Emmy was born on January 4, 2010 with sickle cell disease. We met Emmy for the first time on January 27th, when we officially adopted our precious daughter. We knew when we decided to adopt Emmy she had tested positive on the newborn screening for sickle cell disease, along with several other genetic markers. We had no idea what we were getting into, we knew nothing about sickle cell disease, and we had a lot to learn. At 5 weeks old, only 2 short weeks after we met our daughter, Emmy was admitted to the Aflac Cancer Center at Children’s at Scottish Rite for fever. Little did we know that admission would be the first of many, many admissions over the next 5 + years. With sickle cell disease, fever can be a sign of a life threatening bacterial infection, while most times it isn't; precautions have to be taken to be certain that it is not. Most of our admissions have been just that, days at time in the hospital making sure that she doesn't have infection. She has also had numerous times where her spleen has swelled, indicating that she may be going into a spleen sequestration, which is common in sickle cell patients. A splenic sequestration can be life threatening. Due to the number of splenic sequestrations Emmy has had, she had her spleen removed last July.

Sickle cell has rocked our world. In March of 2013, Emmy experienced a life threatening bout of acute chest syndrome. She was hospitalized for over 3 weeks, 2 weeks of which was spent in the PICU. It was terrifying to watch your child become so sick, so fast and be helpless to fix her. During that time, Emmy had a bacterial infection, consistent pain, acute chest syndrome, splenic sequestrations and more. It is by far the scariest admission to date - and proved to us how scary Sickle Cell can be. Emmy literally went from playing one minute to the PICU the next…she changed on a dime. After that admission, Emmy began chronic blood transfusions over the next 7 months. The blood transfusions gave Emmy’s body a little break and allowed her lungs to heal completely from the acute chest. We had never been so thankful for blood. We are so grateful for every person who gives blood– our sweet Emmy is a constant recipient and we are so thankful.

Emmy has also experienced pain crises, another common symptom of Sickle Cell Anemia. It most often affects Emmy's legs, eyes and head, and makes it hard for her to see, walk and play. It is disheartening to watch your child suffer from both chronic and acute pain and not be able to offer her relief. We try to offer relief at home with distraction, narcotics, heating pads, etc….if that doesn’t work we head to the hospital for stronger meds and fluids. Emmy often has pain crises in extreme weather changes, after swimming, and traveling. Unfortunately, swimming is one of her favorite things to do. Last year she was hospitalized for over 10 days due to a pain crisis in all of her extremities after swimming. It was one of her worst pain crises to date. Heartbreaking to know one of her favorite things causes her so much pain.

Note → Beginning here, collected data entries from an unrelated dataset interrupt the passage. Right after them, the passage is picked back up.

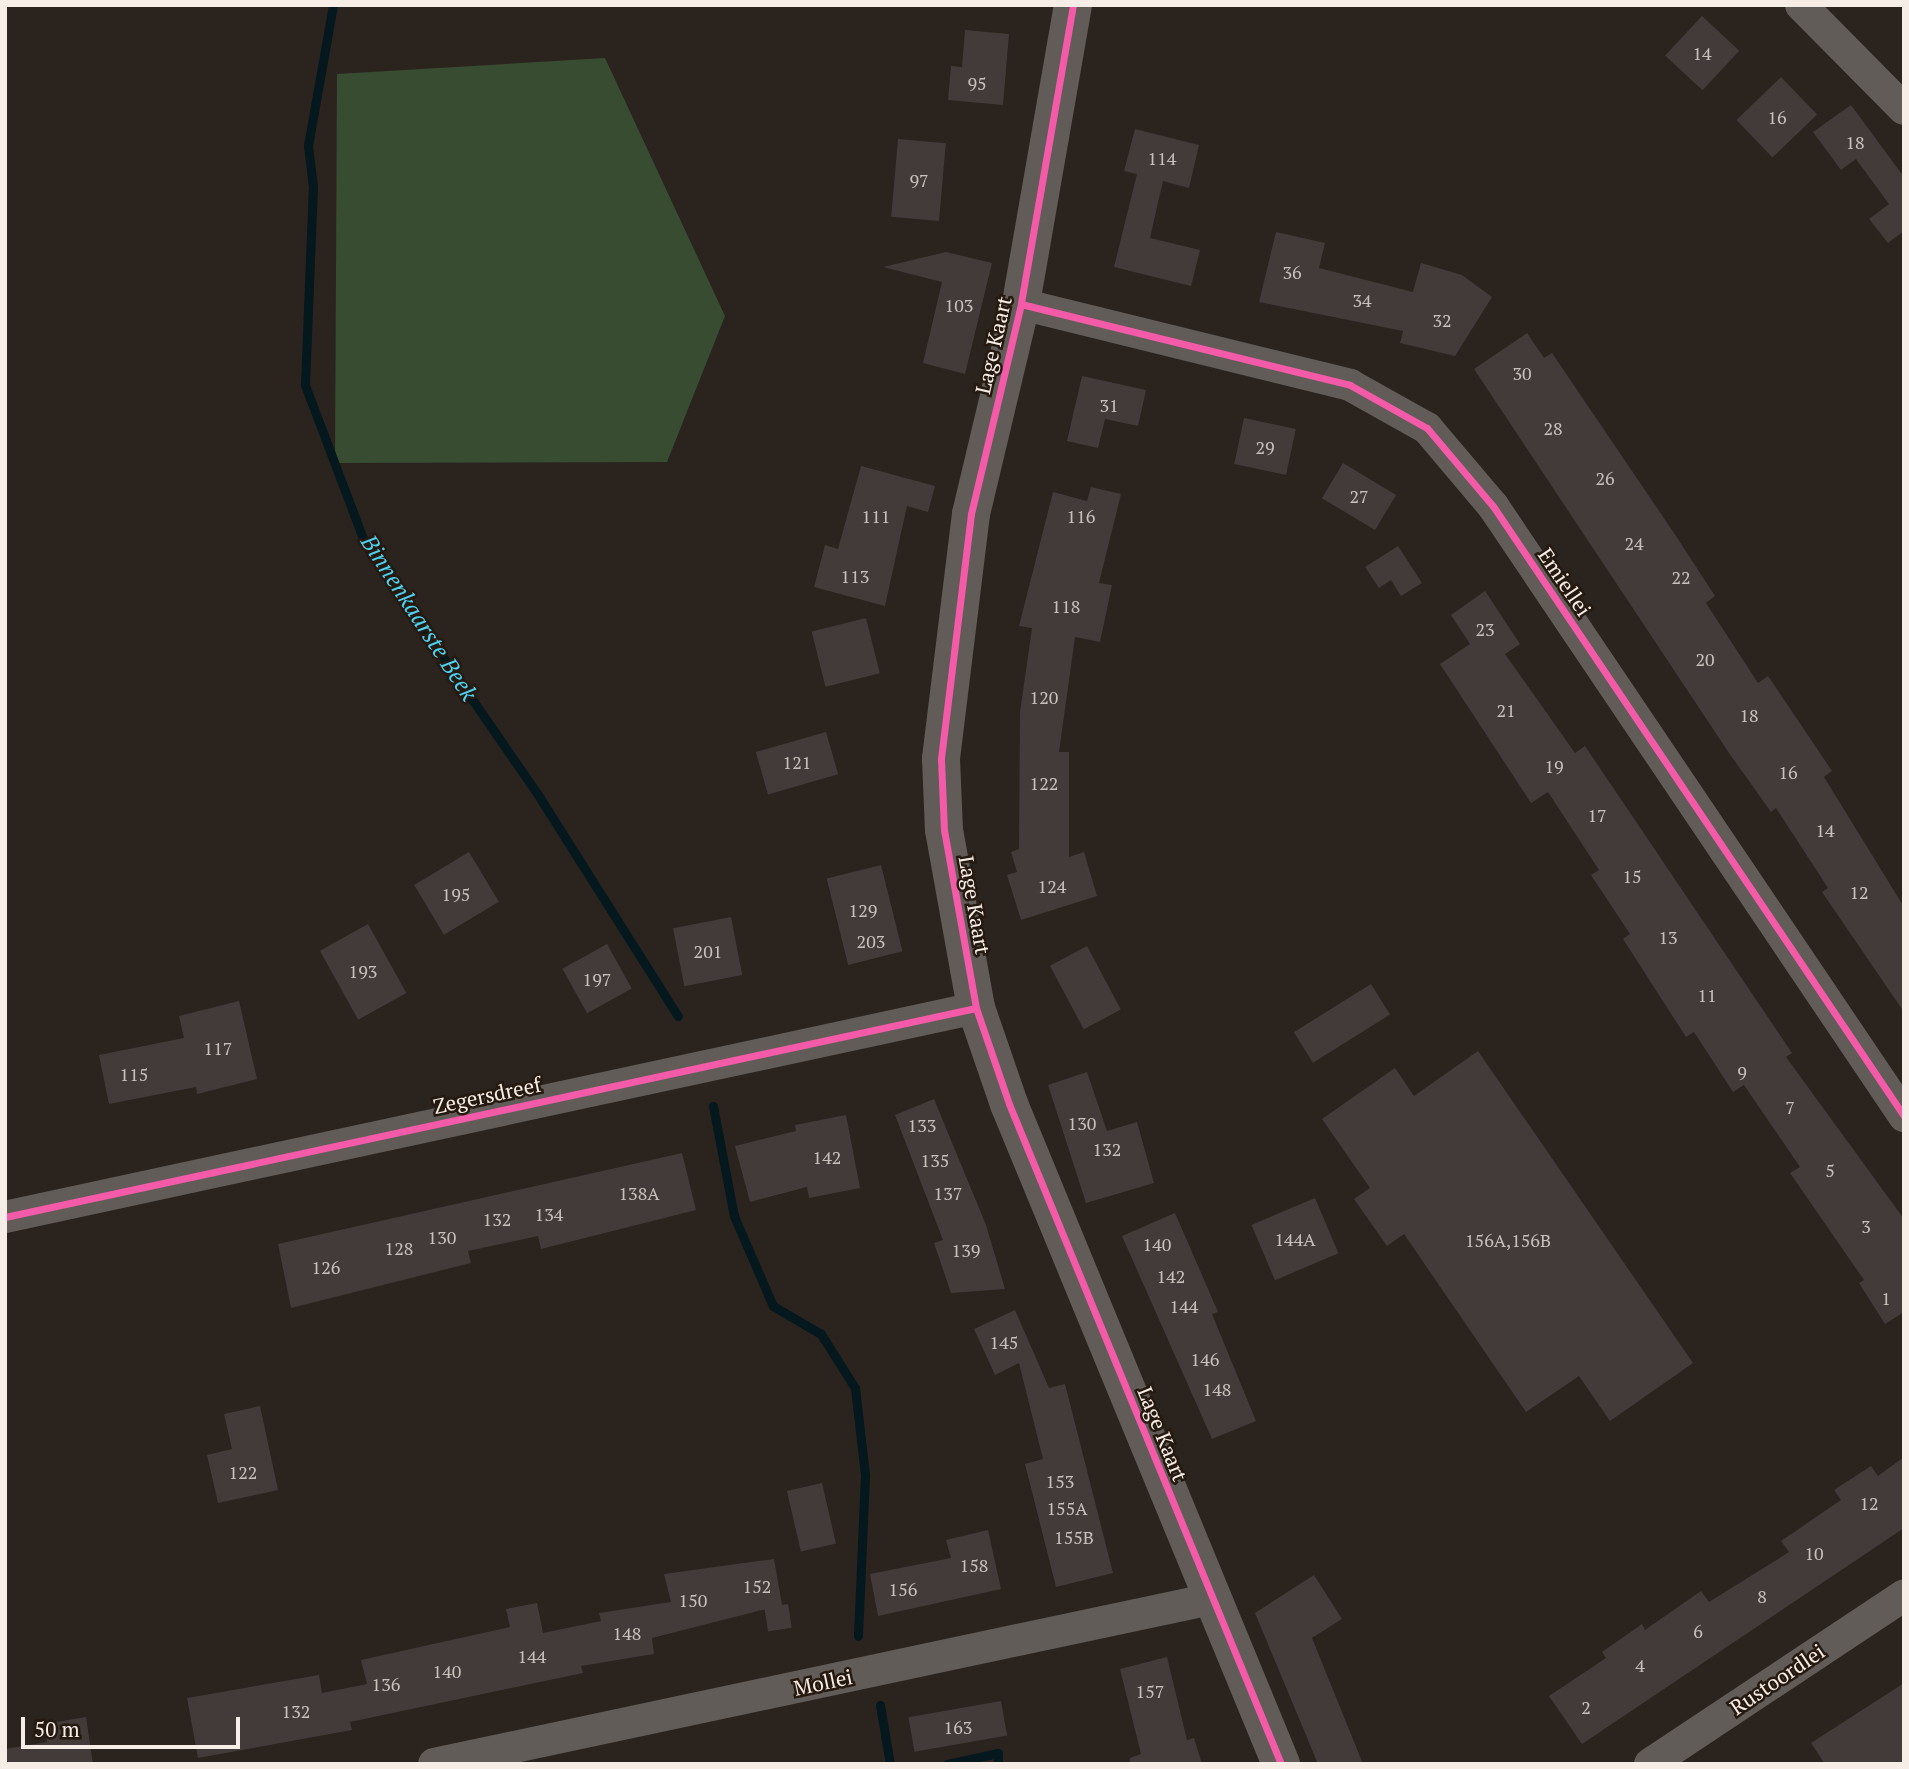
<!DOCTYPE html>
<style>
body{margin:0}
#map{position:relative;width:1909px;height:1769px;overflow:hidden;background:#2b231e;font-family:"PT Serif",serif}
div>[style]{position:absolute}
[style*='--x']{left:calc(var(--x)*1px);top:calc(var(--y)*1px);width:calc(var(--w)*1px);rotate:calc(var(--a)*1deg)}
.green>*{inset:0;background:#384c32}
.stream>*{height:9px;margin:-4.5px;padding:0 4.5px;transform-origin:4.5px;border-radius:4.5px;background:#04181e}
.building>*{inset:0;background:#423b3a;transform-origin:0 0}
.minor>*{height:32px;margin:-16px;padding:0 16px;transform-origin:16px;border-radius:16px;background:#615c58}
.tertiary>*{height:38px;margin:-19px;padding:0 19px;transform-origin:19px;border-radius:19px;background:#615c58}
.cycleway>*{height:7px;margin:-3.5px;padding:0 3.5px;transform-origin:3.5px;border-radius:3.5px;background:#f35aa7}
span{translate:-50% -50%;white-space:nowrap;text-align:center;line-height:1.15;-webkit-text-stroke:5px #261910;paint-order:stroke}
.number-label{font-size:18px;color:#c9c0bc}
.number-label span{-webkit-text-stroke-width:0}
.street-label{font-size:21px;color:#f6ede7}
.water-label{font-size:23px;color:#4cd3f4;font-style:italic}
.frame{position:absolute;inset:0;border:7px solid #f6ede7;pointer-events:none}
.scale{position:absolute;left:21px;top:1717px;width:219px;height:32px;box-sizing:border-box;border:4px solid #f6ede7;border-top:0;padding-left:9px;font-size:21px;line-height:24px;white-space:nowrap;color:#f6ede7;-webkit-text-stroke:5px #261910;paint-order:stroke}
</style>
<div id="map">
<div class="green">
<i style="clip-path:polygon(605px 58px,725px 316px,667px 462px,335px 463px,337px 74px)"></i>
</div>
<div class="stream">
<i style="--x:333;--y:5;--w:143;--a:100.1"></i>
<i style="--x:308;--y:146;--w:39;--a:83"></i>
<i style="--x:313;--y:185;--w:200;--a:92.3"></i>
<i style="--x:305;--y:385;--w:170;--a:69.3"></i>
<i style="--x:365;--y:544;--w:308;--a:55.4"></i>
<i style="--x:540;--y:798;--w:258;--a:57.7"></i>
<i style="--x:713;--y:1106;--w:112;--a:79.2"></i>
<i style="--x:734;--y:1216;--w:98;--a:66.6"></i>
<i style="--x:773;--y:1306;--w:56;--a:30.3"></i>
<i style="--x:821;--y:1334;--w:64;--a:57.8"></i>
<i style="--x:855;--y:1388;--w:88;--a:83.4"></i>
<i style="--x:865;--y:1475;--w:161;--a:92.5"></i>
<i style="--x:880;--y:1705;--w:60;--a:80.4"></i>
<i style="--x:947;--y:1764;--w:52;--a:-12.2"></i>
<i style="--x:998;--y:1753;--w:11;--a:90"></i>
</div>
<div class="building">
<i style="left:1702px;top:16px;width:51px;height:54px;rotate:43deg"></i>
<i style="clip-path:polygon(965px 30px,1009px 34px,1003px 105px,948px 100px,951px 66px,962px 67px)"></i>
<i style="left:1781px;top:77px;width:52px;height:62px;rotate:46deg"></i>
<i style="clip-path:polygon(1851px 105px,1904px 177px,1904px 231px,1888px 243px,1869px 219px,1889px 204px,1856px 159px,1841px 170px,1813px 132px)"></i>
<i style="clip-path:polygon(1135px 129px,1199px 145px,1189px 188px,1163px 181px,1150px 238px,1200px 250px,1191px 286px,1114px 267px,1137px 174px,1124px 171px)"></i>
<i style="left:898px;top:139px;width:48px;height:78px;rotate:5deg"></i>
<i style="clip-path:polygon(1276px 232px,1325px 243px,1319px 268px,1413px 292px,1421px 263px,1462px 275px,1492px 297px,1455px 356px,1400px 343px,1403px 331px,1259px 302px)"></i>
<i style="clip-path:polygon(946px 252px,992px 263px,965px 374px,923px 363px,942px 282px,883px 267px)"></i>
<i style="clip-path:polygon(1527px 333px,1544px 358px,1552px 353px,1676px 536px,1715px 596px,1706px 603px,1758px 683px,1768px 676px,1832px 771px,1824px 777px,1904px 907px,1904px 1012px,1822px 892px,1828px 888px,1776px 808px,1771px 812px,1729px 753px,1474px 369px)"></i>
<i style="clip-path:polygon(1082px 376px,1146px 390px,1138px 426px,1105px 419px,1098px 448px,1067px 441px)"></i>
<i style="left:1244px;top:418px;width:53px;height:47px;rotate:12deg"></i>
<i style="left:1343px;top:463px;width:62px;height:41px;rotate:31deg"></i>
<i style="clip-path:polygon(861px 466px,935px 486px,928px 512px,907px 506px,885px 606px,814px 587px,825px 545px,838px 549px)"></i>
<i style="clip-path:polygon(1091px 487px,1121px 494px,1099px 583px,1112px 585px,1100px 642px,1075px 637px,1059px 752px,1069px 752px,1069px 857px,1084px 852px,1097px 896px,1021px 920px,1007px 875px,1017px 872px,1011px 852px,1019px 849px,1020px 712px,1032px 628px,1019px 626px,1053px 492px,1087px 501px)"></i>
<i style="clip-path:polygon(1398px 546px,1422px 583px,1401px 596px,1391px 580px,1379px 588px,1365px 567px)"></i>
<i style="clip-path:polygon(1485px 591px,1520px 644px,1505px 654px,1575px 753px,1585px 746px,1792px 1053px,1786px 1057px,1904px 1219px,1904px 1312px,1885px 1324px,1859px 1283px,1864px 1280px,1790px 1173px,1800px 1167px,1744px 1085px,1733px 1092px,1694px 1032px,1686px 1037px,1623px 939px,1630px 934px,1591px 875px,1599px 870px,1548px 792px,1531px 803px,1440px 664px,1470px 644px,1451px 615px)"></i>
<i style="left:866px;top:618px;width:57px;height:56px;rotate:76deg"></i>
<i style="left:826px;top:732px;width:44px;height:73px;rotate:74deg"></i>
<i style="left:469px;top:852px;width:58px;height:64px;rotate:59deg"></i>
<i style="left:881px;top:865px;width:89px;height:56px;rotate:76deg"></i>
<i style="left:731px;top:917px;width:59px;height:59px;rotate:79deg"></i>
<i style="left:368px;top:924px;width:79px;height:55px;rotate:61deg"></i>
<i style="left:607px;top:944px;width:51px;height:51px;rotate:61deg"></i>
<i style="left:1087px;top:946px;width:72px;height:42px;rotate:62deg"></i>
<i style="left:1371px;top:984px;width:36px;height:91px;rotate:58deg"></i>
<i style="clip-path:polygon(239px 1001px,257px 1079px,197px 1094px,196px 1087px,109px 1104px,99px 1055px,184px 1038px,179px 1016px)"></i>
<i style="clip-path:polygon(1478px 1051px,1693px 1363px,1610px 1421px,1579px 1376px,1526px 1412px,1404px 1234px,1387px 1246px,1354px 1199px,1370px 1188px,1322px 1119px,1395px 1068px,1414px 1096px)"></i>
<i style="clip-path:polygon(1087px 1072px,1107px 1131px,1137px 1122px,1154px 1183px,1086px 1203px,1048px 1085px)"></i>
<i style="clip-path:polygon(934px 1099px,986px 1225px,1005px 1289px,951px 1293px,934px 1243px,943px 1240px,895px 1115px)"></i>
<i style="clip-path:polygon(846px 1115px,860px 1188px,809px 1198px,807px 1187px,750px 1202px,735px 1146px,796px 1131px,795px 1125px)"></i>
<i style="clip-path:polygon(682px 1153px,696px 1210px,541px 1249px,538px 1236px,468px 1251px,471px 1263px,291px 1308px,278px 1244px)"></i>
<i style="left:1315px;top:1198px;width:60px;height:69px;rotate:67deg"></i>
<i style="clip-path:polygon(1175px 1213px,1218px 1312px,1212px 1314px,1256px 1421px,1212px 1439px,1122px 1236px)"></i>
<i style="clip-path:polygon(1015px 1310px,1049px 1388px,1065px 1384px,1113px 1573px,1056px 1587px,1025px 1464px,1043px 1459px,1019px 1363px,995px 1375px,974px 1329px)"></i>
<i style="clip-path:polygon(260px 1406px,278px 1490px,218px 1503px,207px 1455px,232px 1449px,224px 1414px)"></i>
<i style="clip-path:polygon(1904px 1457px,1904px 1528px,1582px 1744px,1549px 1696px,1606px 1658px,1602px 1652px,1642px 1624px,1645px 1630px,1701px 1591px,1709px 1602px,1789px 1552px,1781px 1541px,1841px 1500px,1834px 1490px,1871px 1466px,1878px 1476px)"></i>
<i style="left:822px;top:1483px;width:62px;height:36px;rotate:77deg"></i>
<i style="clip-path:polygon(988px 1530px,1001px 1589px,878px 1616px,870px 1574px,951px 1558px,946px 1540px)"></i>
<i style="clip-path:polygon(774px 1559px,782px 1605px,652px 1638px,654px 1654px,581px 1666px,583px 1673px,350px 1722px,352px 1730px,198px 1758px,187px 1698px,319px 1675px,322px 1693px,367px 1684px,361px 1660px,510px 1627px,506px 1609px,537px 1603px,543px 1633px,601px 1621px,599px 1613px,671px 1602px,664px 1574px)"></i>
<i style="clip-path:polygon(1314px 1575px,1342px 1619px,1312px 1638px,1363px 1764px,1318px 1764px,1255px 1613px)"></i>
<i style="left:788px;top:1604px;width:24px;height:24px;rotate:81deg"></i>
<i style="clip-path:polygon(1167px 1657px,1187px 1740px,1194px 1738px,1202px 1764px,1130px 1764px,1130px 1758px,1141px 1754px,1120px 1669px)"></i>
<i style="clip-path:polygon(1904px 1683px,1904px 1764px,1825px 1764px,1811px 1743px)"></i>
<i style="left:1001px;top:1701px;width:35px;height:94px;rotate:80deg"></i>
<i style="clip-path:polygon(86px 1717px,93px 1764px,5px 1764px,5px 1749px,47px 1742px,45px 1724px)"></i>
</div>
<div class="minor">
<i style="--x:1801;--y:5;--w:146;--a:45.3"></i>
<i style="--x:1021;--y:304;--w:339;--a:13.8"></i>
<i style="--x:1350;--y:385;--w:88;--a:29.2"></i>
<i style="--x:1427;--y:428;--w:102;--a:49.8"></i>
<i style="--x:1493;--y:506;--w:736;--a:56.03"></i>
<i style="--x:5;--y:1217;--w:993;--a:-12.15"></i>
<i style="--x:434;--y:1764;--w:794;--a:-11.99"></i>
<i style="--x:1650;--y:1764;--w:305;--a:-33.6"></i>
</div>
<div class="tertiary">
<i style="--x:1073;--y:5;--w:303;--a:99.9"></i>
<i style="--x:1021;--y:304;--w:216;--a:103.4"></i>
<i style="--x:971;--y:514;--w:247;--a:97"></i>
<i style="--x:941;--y:759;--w:71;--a:87.6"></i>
<i style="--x:944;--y:830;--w:181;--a:79.8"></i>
<i style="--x:976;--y:1008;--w:102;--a:71"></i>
<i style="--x:1009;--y:1104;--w:714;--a:67.6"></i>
</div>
<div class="cycleway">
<i style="--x:1073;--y:5;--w:303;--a:99.9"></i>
<i style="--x:1021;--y:304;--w:216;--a:103.4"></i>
<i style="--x:971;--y:514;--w:247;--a:97"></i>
<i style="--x:941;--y:759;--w:71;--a:87.6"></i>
<i style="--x:944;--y:830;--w:181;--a:79.8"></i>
<i style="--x:976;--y:1008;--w:102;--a:71"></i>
<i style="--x:1009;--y:1104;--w:714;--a:67.6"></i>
<i style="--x:1021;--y:304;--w:339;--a:13.8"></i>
<i style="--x:1350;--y:385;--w:88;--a:29.2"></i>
<i style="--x:1427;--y:428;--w:102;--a:49.8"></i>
<i style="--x:1493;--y:506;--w:736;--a:56.03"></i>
<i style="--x:5;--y:1217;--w:993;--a:-12.15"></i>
</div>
<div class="number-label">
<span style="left:1702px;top:53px">14</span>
<span style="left:977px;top:83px">95</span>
<span style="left:1777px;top:117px">16</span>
<span style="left:1855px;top:142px">18</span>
<span style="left:1162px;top:158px">114</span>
<span style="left:919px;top:180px">97</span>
<span style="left:1292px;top:272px">36</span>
<span style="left:1362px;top:300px">34</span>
<span style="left:959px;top:305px">103</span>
<span style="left:1442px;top:320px">32</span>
<span style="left:1522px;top:373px">30</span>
<span style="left:1109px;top:405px">31</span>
<span style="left:1553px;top:428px">28</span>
<span style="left:1265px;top:447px">29</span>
<span style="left:1605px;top:478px">26</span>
<span style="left:1359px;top:496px">27</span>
<span style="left:876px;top:516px">111</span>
<span style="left:1081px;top:516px">116</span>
<span style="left:1634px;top:543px">24</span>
<span style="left:855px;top:576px">113</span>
<span style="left:1681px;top:577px">22</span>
<span style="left:1066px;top:606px">118</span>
<span style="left:1485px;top:629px">23</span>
<span style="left:1705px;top:659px">20</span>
<span style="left:1044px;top:697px">120</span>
<span style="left:1506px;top:710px">21</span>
<span style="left:1749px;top:715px">18</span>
<span style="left:797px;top:762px">121</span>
<span style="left:1554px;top:766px">19</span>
<span style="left:1788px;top:772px">16</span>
<span style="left:1044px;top:783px">122</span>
<span style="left:1597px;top:815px">17</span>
<span style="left:1825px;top:830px">14</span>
<span style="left:1632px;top:876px">15</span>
<span style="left:1052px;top:886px">124</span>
<span style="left:1859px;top:892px">12</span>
<span style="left:456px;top:894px">195</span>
<span style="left:863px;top:910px">129</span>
<span style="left:1668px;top:937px">13</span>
<span style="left:871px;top:941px">203</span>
<span style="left:708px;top:951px">201</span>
<span style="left:363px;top:971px">193</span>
<span style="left:597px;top:979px">197</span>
<span style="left:1707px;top:995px">11</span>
<span style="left:218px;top:1048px">117</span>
<span style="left:1742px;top:1072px">9</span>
<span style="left:134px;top:1074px">115</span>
<span style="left:1790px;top:1107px">7</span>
<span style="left:1082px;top:1123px">130</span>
<span style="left:922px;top:1125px">133</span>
<span style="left:1107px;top:1149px">132</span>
<span style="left:827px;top:1157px">142</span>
<span style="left:935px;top:1160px">135</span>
<span style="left:1830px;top:1170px">5</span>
<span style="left:639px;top:1193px">138A</span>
<span style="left:948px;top:1193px">137</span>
<span style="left:549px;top:1214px">134</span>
<span style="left:497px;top:1219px">132</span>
<span style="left:1866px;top:1226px">3</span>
<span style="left:442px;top:1237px">130</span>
<span style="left:1295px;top:1239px">144A</span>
<span style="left:1508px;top:1240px">156A,156B</span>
<span style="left:1157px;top:1244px">140</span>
<span style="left:399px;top:1248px">128</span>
<span style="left:966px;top:1250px">139</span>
<span style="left:326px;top:1267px">126</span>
<span style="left:1171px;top:1276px">142</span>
<span style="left:1886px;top:1298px">1</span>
<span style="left:1184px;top:1306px">144</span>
<span style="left:1004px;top:1342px">145</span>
<span style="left:1205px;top:1359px">146</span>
<span style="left:1217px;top:1389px">148</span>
<span style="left:243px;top:1472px">122</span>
<span style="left:1060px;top:1481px">153</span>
<span style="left:1869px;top:1503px">12</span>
<span style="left:1067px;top:1508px">155A</span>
<span style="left:1074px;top:1537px">155B</span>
<span style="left:1814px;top:1553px">10</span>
<span style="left:974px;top:1565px">158</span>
<span style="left:757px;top:1586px">152</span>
<span style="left:903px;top:1589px">156</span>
<span style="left:1762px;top:1596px">8</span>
<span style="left:693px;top:1600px">150</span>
<span style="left:1698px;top:1631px">6</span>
<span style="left:627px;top:1633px">148</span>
<span style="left:532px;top:1656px">144</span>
<span style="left:1640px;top:1665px">4</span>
<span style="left:447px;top:1671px">140</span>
<span style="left:386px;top:1684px">136</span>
<span style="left:1150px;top:1691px">157</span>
<span style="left:1586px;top:1707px">2</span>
<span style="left:296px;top:1711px">132</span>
<span style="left:958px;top:1727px">163</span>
</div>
<div class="street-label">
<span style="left:993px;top:345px;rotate:-77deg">Lage Kaart</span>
<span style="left:1565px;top:582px;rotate:56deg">Emiellei</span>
<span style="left:975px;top:905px;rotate:80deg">Lage Kaart</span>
<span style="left:487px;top:1095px;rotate:-12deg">Zegersdreef</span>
<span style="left:1163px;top:1434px;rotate:68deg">Lage Kaart</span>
<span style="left:1777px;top:1679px;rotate:-34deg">Rustoordlei</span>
<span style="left:823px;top:1682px;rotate:-12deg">Mollei</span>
</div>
<div class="water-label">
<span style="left:419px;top:618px;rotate:57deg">Binnenkaarste Beek</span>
</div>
<div class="frame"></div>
<div class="scale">50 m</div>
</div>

Emmy is so brave. One of the strongest and bravest 5 year olds I know.. She has been poked and prodded a lot over the last 5 years. Her little veins have not been cooperative, so in July 2013, Emmy had a port placed in her chest. As her mommy, it was so difficult to watch her go through these experiences, see her in pain, see her "sick eyes" when her fever has spiked again, and writhe in discomfort every time an IV was attempted. We are so grateful for the port and the ability to have IV access with one poke.

I wish we could fix it and make it all go away for her, wish she didn’t have sickle cell….but,I am so grateful for CHOA and AFLAC and who they have become to our family. They are our second home. They are our second family, and I cannot imagine walking this terrifying road without them. We are so grateful to have this amazing hospital in our own backyard.